There are mainly two kinds of recommendation systems used for content recommendation (such as movies, music and many other scenarios), namely, content-based filtering and collaborative filtering. Both the methods have their strengths and weaknesses. Content-based recommendation systems use the metadata about movies such as title, user ratings, genre, cast, director, date of release and many other metrics to present movies similar to what the user has selected or rated. On the other hand, collaborative filtering uses data about the ratings given by different users to the different movies on the platform. This method asks the user to rate a few movies; it then searches among the platform’s users to find users with similar tastes and then recommends the movies liked by those users to the active user.

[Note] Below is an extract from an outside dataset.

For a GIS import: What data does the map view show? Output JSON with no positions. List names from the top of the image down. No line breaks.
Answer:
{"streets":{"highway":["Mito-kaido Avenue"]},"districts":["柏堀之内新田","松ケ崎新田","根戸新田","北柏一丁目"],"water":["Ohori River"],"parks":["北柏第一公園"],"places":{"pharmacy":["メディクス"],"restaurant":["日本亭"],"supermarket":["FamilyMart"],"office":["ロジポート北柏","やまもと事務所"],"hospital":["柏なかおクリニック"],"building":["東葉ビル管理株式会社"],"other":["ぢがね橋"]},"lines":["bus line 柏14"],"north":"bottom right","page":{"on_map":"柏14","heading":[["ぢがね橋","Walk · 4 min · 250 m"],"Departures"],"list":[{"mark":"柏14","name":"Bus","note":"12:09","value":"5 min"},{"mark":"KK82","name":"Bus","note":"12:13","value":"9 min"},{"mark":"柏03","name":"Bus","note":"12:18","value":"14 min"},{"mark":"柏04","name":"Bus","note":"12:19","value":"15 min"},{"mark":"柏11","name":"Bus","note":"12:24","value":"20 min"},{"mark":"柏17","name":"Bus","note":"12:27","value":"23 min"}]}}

Both types of techniques work well in different contexts and both suffer in different contexts.

Movie Recommendation System Based on Movie Swarm[1]

In this paper, a new concept/algorithm was explored for movie recommendation systems — movie swarm mining. It uses two pruning rules and vertical data format frequent item mining. It solves the new item recommendation problem and provides an idea about the current trends of popular movies and user interests. This is very helpful for movie producers to plan new movies. The paper claims that the proposed method is more efficient than the collaborative filtering method and content-based recommendation system. The movie recommendation system mines movie databases to collect all the important information, such as popularity and attractiveness, required for a recommendation. The paper went on talking about how content-based methods of recommendation or collaborative filtering fail at some point or the other — critical point of failure being unable to recommend to new users. However a hybrid of both these approaches though minimises the issues, yet it faces difficulties in dealing with new users.

A Hybrid Approach for Movie Recommendation[2]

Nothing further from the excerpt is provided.